IX. — L’ACTION DE M. DE GOLTZ A PARIS.

L’heure était solennelle. Tout allait dépendre du parti que l’ambassadeur du roi saurait tirer de l’état des choses à Paris. Bien renseigné comme il l’était sur notre force de résistance morale et militaire, M. de Bismarck avait lieu d’espérer que le dernier mot de la crise où se trouvait le cabinet des Tuileries resterait à la politique expectante. Le comte de Goltz en effet multipliait ses démarches; il avait recours à tous les moyens, intimidant les uns, rassurant les autres. Il allait des Tuileries au Palais-Royal, du Palais-Royal au ministère d’état, évitant le quai d’Orsay, et, lorsqu’il trouvait porte close, poursuivait sa campagne la plume à la main. C’est aux indispositions alors si fréquentes de l’empereur et à l’amour de M. Rouher pour sa retraite de Cercey que nous sommes redevables de quelques documens importans qui nous permettent aujourd’hui de reconstituer dans leur ensemble les négociations compliquées, si obscures et si mouvementées, qui se poursuivaient entre Paris et le quartier général établi victorieusement à Nikolsbourg. La mission de M. de Goltz eut pour notre politique des conséquences si graves qu’il ne sera pas sans intérêt de consacrer quelques lignes à l’esquisse de ce personnage.

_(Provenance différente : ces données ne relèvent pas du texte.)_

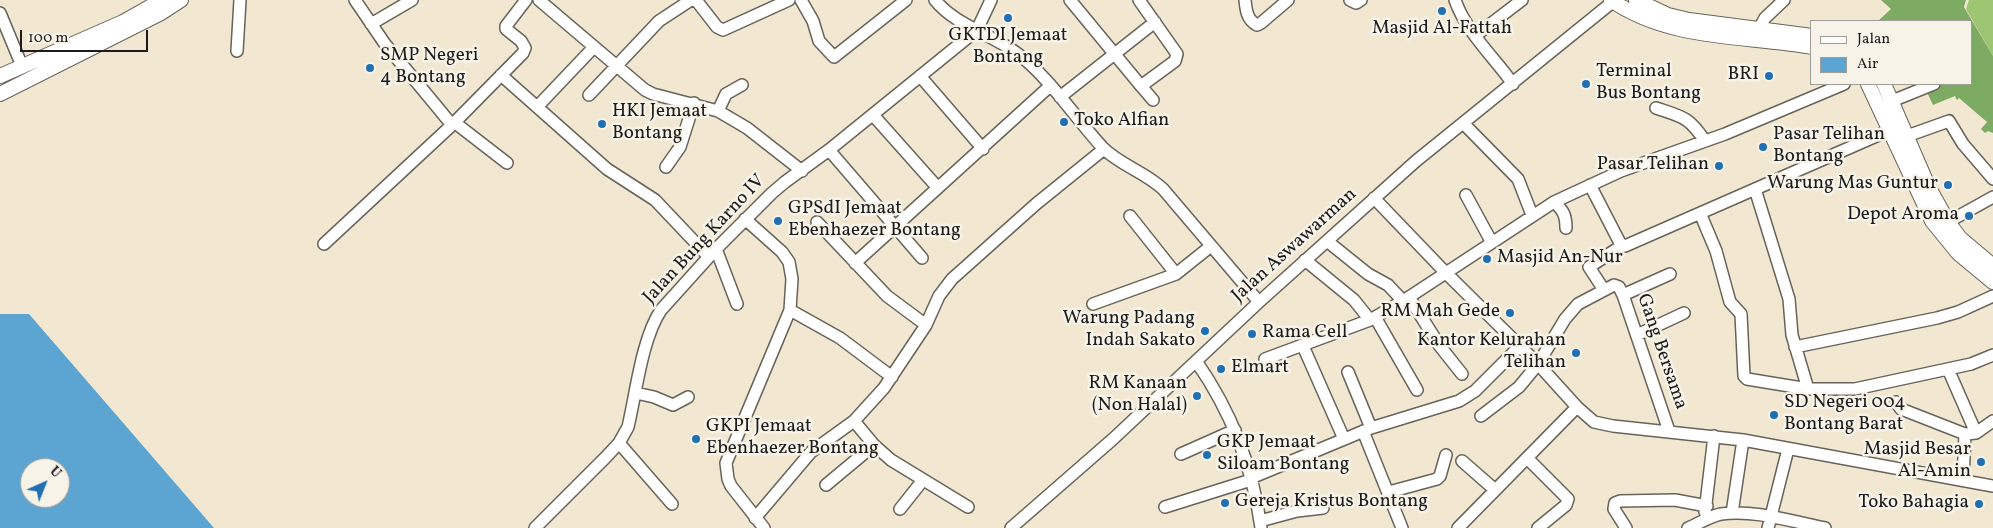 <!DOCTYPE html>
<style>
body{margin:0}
#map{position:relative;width:1993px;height:528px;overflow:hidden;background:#f2e8d1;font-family:Vollkorn,serif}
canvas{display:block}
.legend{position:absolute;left:1810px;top:20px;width:162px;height:65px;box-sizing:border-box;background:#f7f3e8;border:1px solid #9f9d96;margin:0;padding:6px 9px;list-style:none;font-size:15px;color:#1c1c1c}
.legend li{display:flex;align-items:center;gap:10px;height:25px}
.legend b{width:25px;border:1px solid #9f9d96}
.north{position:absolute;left:20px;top:458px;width:50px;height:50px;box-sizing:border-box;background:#f7f3e8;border:1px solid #9f9d96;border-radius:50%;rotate:44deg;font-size:14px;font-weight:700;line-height:20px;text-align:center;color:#1c1c1c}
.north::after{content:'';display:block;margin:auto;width:18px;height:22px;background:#1f6fb2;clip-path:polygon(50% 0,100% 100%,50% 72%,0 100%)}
.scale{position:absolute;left:20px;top:30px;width:128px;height:22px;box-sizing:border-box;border:2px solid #1c1c1c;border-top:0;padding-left:6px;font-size:15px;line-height:18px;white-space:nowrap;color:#1c1c1c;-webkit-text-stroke:4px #f7f3e8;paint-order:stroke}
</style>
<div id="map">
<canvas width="1993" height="528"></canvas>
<ul class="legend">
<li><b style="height:6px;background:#fff"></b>Jalan</li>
<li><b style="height:14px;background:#5ca4d2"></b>Air</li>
</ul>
<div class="north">U</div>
<div class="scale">100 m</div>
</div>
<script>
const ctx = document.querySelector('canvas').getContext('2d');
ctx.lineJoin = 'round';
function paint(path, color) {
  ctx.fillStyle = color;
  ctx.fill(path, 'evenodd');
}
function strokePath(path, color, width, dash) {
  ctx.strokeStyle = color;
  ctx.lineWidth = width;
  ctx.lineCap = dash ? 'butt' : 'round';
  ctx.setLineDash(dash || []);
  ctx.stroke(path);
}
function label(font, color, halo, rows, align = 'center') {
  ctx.font = font + ' Vollkorn,serif';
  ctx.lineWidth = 5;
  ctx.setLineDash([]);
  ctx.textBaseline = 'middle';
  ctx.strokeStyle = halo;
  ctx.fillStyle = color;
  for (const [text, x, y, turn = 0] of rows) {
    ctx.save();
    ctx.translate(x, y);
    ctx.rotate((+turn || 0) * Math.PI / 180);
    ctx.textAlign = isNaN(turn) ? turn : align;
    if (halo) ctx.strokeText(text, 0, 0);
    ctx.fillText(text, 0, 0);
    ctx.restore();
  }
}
const green = new Path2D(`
 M1969,0H1993V56L1966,9Z`);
const forest = new Path2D(`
 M1881,0H1966L1964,7L1993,56V133L1988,131L1985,133L1981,129L1987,122L1959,98L1957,100L1955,96L1933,105L1925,88L1935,84H1972V21H1878L1891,9Z`);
const water = new Path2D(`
 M0,314H29L214,528H0ZM30,468H60V498H30Z`);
const minor = new Path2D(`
 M355,0L385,44L452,125L523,53L525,48L521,41L506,29V26L526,0
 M539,0L645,90L653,94L718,111L747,128L802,171
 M696,0L717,27L723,30L789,0
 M801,0L813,21L819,41L834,57L906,0
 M935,0C956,26 992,34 1018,54C1049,77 1076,119 1103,148C1120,165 1145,172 1163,189L1259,302
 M1070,0L1141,86L1175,61L1177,54L1139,0
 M1245,0C1246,10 1247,20 1257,25L1261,23L1288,0
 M1350,0L1356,3L1361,0
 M1455,0C1466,32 1494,57 1513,84
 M0,13L22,66
 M371,24L412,0
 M1759,29L1765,18L1784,0
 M1475,36L1522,0
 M237,51L240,0
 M501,75L607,169L655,200L709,257
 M920,76L983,149
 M1141,86L1153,100
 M589,95L659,21L691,0
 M1060,97L1155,22
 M1892,101L1934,84
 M537,107L594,47
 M1656,108C1683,117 1689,117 1705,141
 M718,111L726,94L742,85
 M873,115L938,188
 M454,122L507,163
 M1463,123L1518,179L1532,215
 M1907,136L1949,121L1963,144L1993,179
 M829,150L922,258
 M666,167L680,147L694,103
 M1590,185L1620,243L1625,246L1890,130
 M1755,189L1789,299L1792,335L1808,389
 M1466,195L1491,241
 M1374,198L1445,272L1538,364L1577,407L1594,422L1613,426L1743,440L1993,486
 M1554,202C1563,210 1566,215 1566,228
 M1700,213L1716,251L1730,302L1741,314L1744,376L1747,379L1808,389H1855L1971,364L1993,355
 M1130,216L1176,274
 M745,219L782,252L789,262L792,279L790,310L726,463L728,479L731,486L764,528
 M817,222L887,296L926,325
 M1948,222L1993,197
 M1327,241L1368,274L1388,285L1403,301
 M324,244L452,125
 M716,249L737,304
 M1305,260L1354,300L1370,320
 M855,263L1050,86
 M1604,290L1589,267L1623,245
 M1623,295L1670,274
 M1409,297L1439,345L1462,374
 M1093,304L1176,274L1211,246
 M790,310L840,338L892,377
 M1375,317L1417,390
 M1637,335L1684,313
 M1303,346L1344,439
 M1795,347L1937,318L1958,312L1993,296
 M1265,359L1370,320L1403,301L1554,202L1621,171L1725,134L1844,84
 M1196,361C1231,411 1253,468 1261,528
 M1948,369L1976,433
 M1348,372L1371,428
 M636,393L654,397L673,405L688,397
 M1896,402L1901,409L1965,434L1976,433L1993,421
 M1481,416L1519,387L1538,364L1565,319L1578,304L1614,285L1619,287L1623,295L1669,431
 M854,421L874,445L891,460L968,507
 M1363,431L1402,528
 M619,443L672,504
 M1181,454L1235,430
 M1527,458L1568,499L1566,505L1538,528
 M1462,461L1494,489
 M1251,478L1371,428L1459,401L1475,391L1520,346
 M1963,480L1965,434
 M826,485L874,445
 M1389,492L1437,479L1440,476L1446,455
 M1165,507L1251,480
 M900,509L923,480
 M1705,512L1714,436
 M1732,513L1743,440
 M755,518L811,452L854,421L884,388L926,325L939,296L952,279L1036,204L1104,149
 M1260,521L1297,511L1323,508
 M535,528L606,457L619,443L628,427C636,393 642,338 661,310L716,249L772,193L785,182L829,150L977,30L991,0
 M1011,528L1113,439L1259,302L1416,161L1615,0
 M1458,528L1577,407
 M1626,528L1614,509L1615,503L1620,501L1675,500L1707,506
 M1688,528C1698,524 1710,516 1721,514C1754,509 1793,522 1825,528
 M1768,528L1788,449`);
const major = new Path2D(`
 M1611,0C1670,41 1745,35 1812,47
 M1636,0L1668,15L1689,20L1812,36
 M0,76L123,22L162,0
 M1868,84L1932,221L1958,253L1993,282
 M1884,84L1929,188L1948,222L1960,238L1993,266
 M0,94L161,13L181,0`);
const markers = [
 [1442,11,5,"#1f6fb2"],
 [1008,18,5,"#1f6fb2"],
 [370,68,5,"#1f6fb2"],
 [1769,76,5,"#1f6fb2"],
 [1586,84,5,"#1f6fb2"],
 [1064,122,5,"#1f6fb2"],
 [602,124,5,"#1f6fb2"],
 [1763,147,5,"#1f6fb2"],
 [1719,166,5,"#1f6fb2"],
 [1948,185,5,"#1f6fb2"],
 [1969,216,5,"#1f6fb2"],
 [778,221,5,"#1f6fb2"],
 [1487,259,5,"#1f6fb2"],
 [1510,313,5,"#1f6fb2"],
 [1205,331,5,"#1f6fb2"],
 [1252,334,5,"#1f6fb2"],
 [1576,353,5,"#1f6fb2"],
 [1221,369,5,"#1f6fb2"],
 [1197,396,5,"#1f6fb2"],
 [1774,415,5,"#1f6fb2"],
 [696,439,5,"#1f6fb2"],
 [1207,455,5,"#1f6fb2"],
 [1981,462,5,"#1f6fb2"],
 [1225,503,5,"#1f6fb2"],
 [1979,504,5,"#1f6fb2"]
];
const poiNames = [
 ["Masjid Al-Fattah",1442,30,"center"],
 ["GKTDI Jemaat",1008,37,"center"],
 ["Bontang",1008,59,"center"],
 ["SMP Negeri",380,57],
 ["4 Bontang",380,79],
 ["Terminal",1596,73],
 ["Bus Bontang",1596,95],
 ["BRI",1759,76,"right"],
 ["HKI Jemaat",612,113],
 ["Bontang",612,135],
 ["Toko Alfian",1074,122],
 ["Pasar Telihan",1773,136],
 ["Bontang",1773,158],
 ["Pasar Telihan",1709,166,"right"],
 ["Warung Mas Guntur",1938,185,"right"],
 ["GPSdI Jemaat",788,210],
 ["Ebenhaezer Bontang",788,232],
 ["Depot Aroma",1959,216,"right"],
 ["Masjid An-Nur",1497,259],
 ["RM Mah Gede",1500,313,"right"],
 ["Warung Padang",1195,320,"right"],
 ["Indah Sakato",1195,342,"right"],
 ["Rama Cell",1262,334],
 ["Kantor Kelurahan",1566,342,"right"],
 ["Telihan",1566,364,"right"],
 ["Elmart",1231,369],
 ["RM Kanaan",1187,385,"right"],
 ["(Non Halal)",1187,407,"right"],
 ["SD Negeri 004",1784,404],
 ["Bontang Barat",1784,426],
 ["GKPI Jemaat",706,428],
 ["Ebenhaezer Bontang",706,450],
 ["GKP Jemaat",1217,444],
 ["Siloam Bontang",1217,466],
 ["Masjid Besar",1971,451,"right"],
 ["Al-Amin",1971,473,"right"],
 ["Gereja Kristus Bontang",1235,503],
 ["Toko Bahagia",1969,504,"right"]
];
const streetNames = [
 ["Jalan Bung Karno IV",705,240,-47],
 ["Jalan Aswawarman",1295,246,-42],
 ["Gang Bersama",1661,352,71]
];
paint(green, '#9ec672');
paint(forest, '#7eab64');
paint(water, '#5ca4d2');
strokePath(minor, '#67635b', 14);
strokePath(major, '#67635b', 16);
strokePath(minor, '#fff', 11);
strokePath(major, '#fff', 14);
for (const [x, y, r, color] of markers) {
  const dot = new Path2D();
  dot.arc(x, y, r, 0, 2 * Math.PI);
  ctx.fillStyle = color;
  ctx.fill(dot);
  strokePath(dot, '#f7f3e8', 2);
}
label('19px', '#1c1c1c', '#f7f3e8', poiNames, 'left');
label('19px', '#1c1c1c', '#f7f3e8', streetNames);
</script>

Il était laid, d’un blond tirant sur le roux, l’œil petit et perçant; son rire bruyant et saccadé avait le caractère d’un tic; il cachait une grande pénétration sous une bonhomie vulgaire. Politique réaliste, il avait servi tous les partis. Sarcastique et médisant, mais avec à-propos, il ne décochait ses traits que contre les absens. Tout à la fois, il affectait pour l’empereur le dévoûment le plus respectueux, pour l’impératrice l’admiration la plus passionnée, et il affichait un certain dédain pour les conceptions aventureuses de M. de Bismarck, laissant entrevoir qu’un jour ou l’autre il pourrait être appelé à réparer ses fautes. En se constituant le défenseur dévoué de nos intérêts auprès de sa cour, il nous permettait d’espérer que le jour de son avènement au pouvoir nos rapports avec la Prusse ne laisseraient plus rien à désirer. C’était donc à tous égards un personnage à ménager, car on pouvait se flatter que les attentions qu’on lui témoignait ne seraient pas perdues. Il eut le talent de conserver jusqu’à la fin de sa mission la confiance qu’il avait su inspirer, et lorsque atteint d’une cruelle maladie, un cancer à la langue, il alla mourir tristement à Berlin, il fut encore de notre part l’objet des marques de sympathie les plus touchantes.